▶ WHAT THE EXERCISE ASKS: Gather all lines in the entries that include the word "lists".

▶ DATA SUPPLIED:
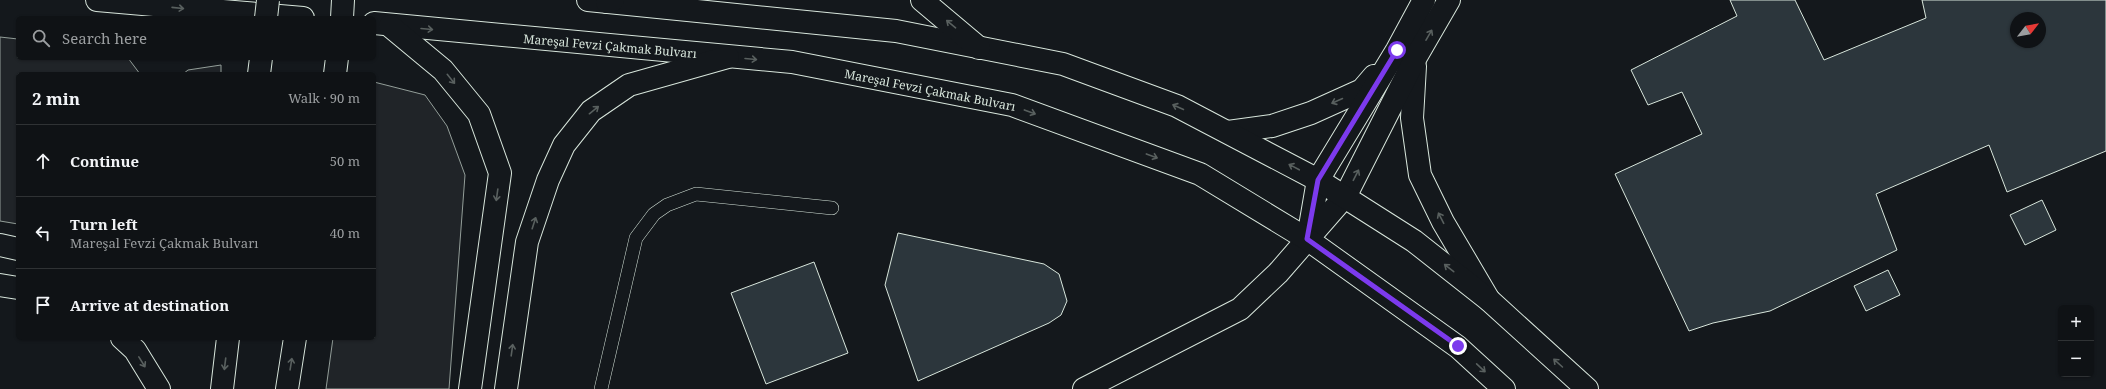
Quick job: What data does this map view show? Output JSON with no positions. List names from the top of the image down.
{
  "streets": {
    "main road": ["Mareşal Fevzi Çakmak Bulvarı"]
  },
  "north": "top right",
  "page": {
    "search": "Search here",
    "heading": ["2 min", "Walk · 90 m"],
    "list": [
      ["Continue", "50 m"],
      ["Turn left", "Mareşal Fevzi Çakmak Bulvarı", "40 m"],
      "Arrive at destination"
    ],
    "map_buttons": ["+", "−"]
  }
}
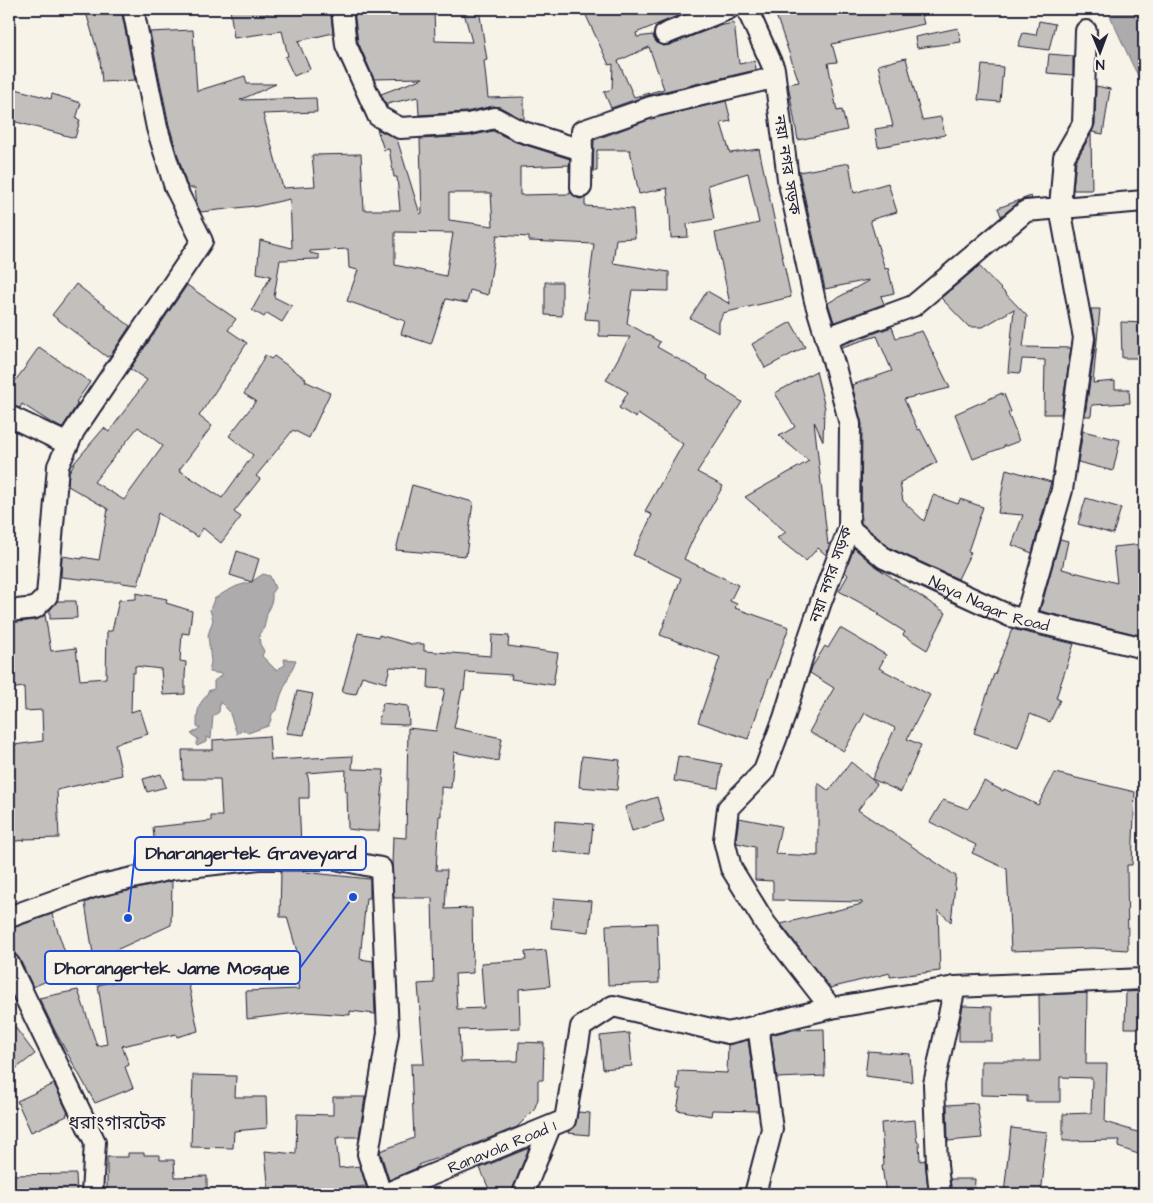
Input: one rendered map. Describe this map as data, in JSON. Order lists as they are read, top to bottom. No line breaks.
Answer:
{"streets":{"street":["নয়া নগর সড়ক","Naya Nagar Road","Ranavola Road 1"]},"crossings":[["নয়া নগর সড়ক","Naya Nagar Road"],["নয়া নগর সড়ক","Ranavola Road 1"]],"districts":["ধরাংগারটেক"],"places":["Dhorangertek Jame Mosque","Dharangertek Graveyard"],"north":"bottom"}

...

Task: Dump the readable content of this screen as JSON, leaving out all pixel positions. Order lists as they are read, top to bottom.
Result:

▶ EXPECTED ANSWER:
Input: one rendered map. Describe this map as data, in JSON. Order lists as they are read, top to bottom. No line breaks.
Task: Dump the readable content of this screen as JSON, leaving out all pixel positions. Order lists as they are read, top to bottom.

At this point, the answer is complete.